Input for this task.
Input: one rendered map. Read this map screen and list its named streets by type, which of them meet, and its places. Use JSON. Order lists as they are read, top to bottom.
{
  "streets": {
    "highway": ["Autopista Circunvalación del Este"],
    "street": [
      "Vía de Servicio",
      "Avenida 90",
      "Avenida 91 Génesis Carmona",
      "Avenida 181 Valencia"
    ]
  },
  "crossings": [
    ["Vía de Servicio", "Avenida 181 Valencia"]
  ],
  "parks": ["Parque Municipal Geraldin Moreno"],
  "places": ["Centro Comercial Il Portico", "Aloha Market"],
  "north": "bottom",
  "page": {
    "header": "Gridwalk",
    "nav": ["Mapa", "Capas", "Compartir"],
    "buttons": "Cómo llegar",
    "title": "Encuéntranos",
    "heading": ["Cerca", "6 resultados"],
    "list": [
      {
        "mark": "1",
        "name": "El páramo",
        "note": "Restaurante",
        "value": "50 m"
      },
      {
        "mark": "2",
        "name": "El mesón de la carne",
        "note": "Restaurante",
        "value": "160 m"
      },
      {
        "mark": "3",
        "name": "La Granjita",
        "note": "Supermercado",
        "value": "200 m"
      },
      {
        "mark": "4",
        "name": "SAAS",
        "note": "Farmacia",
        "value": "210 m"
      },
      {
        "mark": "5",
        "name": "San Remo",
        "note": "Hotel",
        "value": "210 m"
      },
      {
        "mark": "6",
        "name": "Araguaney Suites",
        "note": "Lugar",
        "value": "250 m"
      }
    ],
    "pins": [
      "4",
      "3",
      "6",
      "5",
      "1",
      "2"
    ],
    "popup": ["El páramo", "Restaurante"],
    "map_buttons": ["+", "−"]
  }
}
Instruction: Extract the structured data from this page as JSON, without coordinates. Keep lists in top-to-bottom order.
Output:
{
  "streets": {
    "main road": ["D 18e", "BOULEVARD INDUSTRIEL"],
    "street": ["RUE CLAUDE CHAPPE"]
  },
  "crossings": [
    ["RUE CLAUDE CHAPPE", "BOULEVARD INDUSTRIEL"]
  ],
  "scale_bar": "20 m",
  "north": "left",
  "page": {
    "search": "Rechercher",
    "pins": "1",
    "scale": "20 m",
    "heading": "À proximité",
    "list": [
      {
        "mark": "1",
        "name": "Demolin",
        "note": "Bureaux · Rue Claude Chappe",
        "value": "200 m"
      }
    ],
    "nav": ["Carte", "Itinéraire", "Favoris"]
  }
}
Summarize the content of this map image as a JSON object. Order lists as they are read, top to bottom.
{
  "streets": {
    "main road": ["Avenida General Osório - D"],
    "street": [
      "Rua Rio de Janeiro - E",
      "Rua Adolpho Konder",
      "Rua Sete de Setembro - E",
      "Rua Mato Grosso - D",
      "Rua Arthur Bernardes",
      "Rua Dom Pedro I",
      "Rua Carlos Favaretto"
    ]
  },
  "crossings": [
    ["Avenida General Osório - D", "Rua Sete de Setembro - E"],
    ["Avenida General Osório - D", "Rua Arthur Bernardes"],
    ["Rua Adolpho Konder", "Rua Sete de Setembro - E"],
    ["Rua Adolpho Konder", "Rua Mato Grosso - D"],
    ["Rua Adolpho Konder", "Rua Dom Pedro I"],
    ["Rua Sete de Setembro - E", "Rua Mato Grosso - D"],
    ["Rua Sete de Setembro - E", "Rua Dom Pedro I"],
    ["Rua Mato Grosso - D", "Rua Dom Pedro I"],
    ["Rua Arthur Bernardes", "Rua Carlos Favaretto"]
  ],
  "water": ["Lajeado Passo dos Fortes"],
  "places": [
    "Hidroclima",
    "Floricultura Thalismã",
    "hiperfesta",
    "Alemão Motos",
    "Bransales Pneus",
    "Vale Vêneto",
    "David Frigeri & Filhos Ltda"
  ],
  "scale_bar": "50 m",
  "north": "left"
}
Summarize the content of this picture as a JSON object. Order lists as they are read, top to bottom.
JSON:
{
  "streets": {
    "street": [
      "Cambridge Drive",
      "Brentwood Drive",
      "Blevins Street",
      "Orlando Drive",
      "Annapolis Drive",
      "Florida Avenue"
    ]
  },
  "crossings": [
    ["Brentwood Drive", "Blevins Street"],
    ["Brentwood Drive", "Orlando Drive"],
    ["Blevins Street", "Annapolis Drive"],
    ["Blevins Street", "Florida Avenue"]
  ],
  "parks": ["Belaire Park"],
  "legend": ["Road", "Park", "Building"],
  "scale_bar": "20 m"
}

Work item. Nothing in the data may differ; print all of it exactly as written.

Result.
Input: one rendered map. Read this map screen and list its named streets by type, which of them meet, and its places. Use JSON. Order lists as they are read, top to bottom.
{
  "streets": {
    "highway": ["Autopista Circunvalación del Este"],
    "street": [
      "Vía de Servicio",
      "Avenida 90",
      "Avenida 91 Génesis Carmona",
      "Avenida 181 Valencia"
    ]
  },
  "crossings": [
    ["Vía de Servicio", "Avenida 181 Valencia"]
  ],
  "parks": ["Parque Municipal Geraldin Moreno"],
  "places": ["Centro Comercial Il Portico", "Aloha Market"],
  "north": "bottom",
  "page": {
    "header": "Gridwalk",
    "nav": ["Mapa", "Capas", "Compartir"],
    "buttons": "Cómo llegar",
    "title": "Encuéntranos",
    "heading": ["Cerca", "6 resultados"],
    "list": [
      {
        "mark": "1",
        "name": "El páramo",
        "note": "Restaurante",
        "value": "50 m"
      },
      {
        "mark": "2",
        "name": "El mesón de la carne",
        "note": "Restaurante",
        "value": "160 m"
      },
      {
        "mark": "3",
        "name": "La Granjita",
        "note": "Supermercado",
        "value": "200 m"
      },
      {
        "mark": "4",
        "name": "SAAS",
        "note": "Farmacia",
        "value": "210 m"
      },
      {
        "mark": "5",
        "name": "San Remo",
        "note": "Hotel",
        "value": "210 m"
      },
      {
        "mark": "6",
        "name": "Araguaney Suites",
        "note": "Lugar",
        "value": "250 m"
      }
    ],
    "pins": [
      "4",
      "3",
      "6",
      "5",
      "1",
      "2"
    ],
    "popup": ["El páramo", "Restaurante"],
    "map_buttons": ["+", "−"]
  }
}
Instruction: Extract the structured data from this page as JSON, without coordinates. Keep lists in top-to-bottom order.
Output:
{
  "streets": {
    "main road": ["D 18e", "BOULEVARD INDUSTRIEL"],
    "street": ["RUE CLAUDE CHAPPE"]
  },
  "crossings": [
    ["RUE CLAUDE CHAPPE", "BOULEVARD INDUSTRIEL"]
  ],
  "scale_bar": "20 m",
  "north": "left",
  "page": {
    "search": "Rechercher",
    "pins": "1",
    "scale": "20 m",
    "heading": "À proximité",
    "list": [
      {
        "mark": "1",
        "name": "Demolin",
        "note": "Bureaux · Rue Claude Chappe",
        "value": "200 m"
      }
    ],
    "nav": ["Carte", "Itinéraire", "Favoris"]
  }
}
Summarize the content of this map image as a JSON object. Order lists as they are read, top to bottom.
{
  "streets": {
    "main road": ["Avenida General Osório - D"],
    "street": [
      "Rua Rio de Janeiro - E",
      "Rua Adolpho Konder",
      "Rua Sete de Setembro - E",
      "Rua Mato Grosso - D",
      "Rua Arthur Bernardes",
      "Rua Dom Pedro I",
      "Rua Carlos Favaretto"
    ]
  },
  "crossings": [
    ["Avenida General Osório - D", "Rua Sete de Setembro - E"],
    ["Avenida General Osório - D", "Rua Arthur Bernardes"],
    ["Rua Adolpho Konder", "Rua Sete de Setembro - E"],
    ["Rua Adolpho Konder", "Rua Mato Grosso - D"],
    ["Rua Adolpho Konder", "Rua Dom Pedro I"],
    ["Rua Sete de Setembro - E", "Rua Mato Grosso - D"],
    ["Rua Sete de Setembro - E", "Rua Dom Pedro I"],
    ["Rua Mato Grosso - D", "Rua Dom Pedro I"],
    ["Rua Arthur Bernardes", "Rua Carlos Favaretto"]
  ],
  "water": ["Lajeado Passo dos Fortes"],
  "places": [
    "Hidroclima",
    "Floricultura Thalismã",
    "hiperfesta",
    "Alemão Motos",
    "Bransales Pneus",
    "Vale Vêneto",
    "David Frigeri & Filhos Ltda"
  ],
  "scale_bar": "50 m",
  "north": "left"
}
Summarize the content of this picture as a JSON object. Order lists as they are read, top to bottom.
JSON:
{
  "streets": {
    "street": [
      "Cambridge Drive",
      "Brentwood Drive",
      "Blevins Street",
      "Orlando Drive",
      "Annapolis Drive",
      "Florida Avenue"
    ]
  },
  "crossings": [
    ["Brentwood Drive", "Blevins Street"],
    ["Brentwood Drive", "Orlando Drive"],
    ["Blevins Street", "Annapolis Drive"],
    ["Blevins Street", "Florida Avenue"]
  ],
  "parks": ["Belaire Park"],
  "legend": ["Road", "Park", "Building"],
  "scale_bar": "20 m"
}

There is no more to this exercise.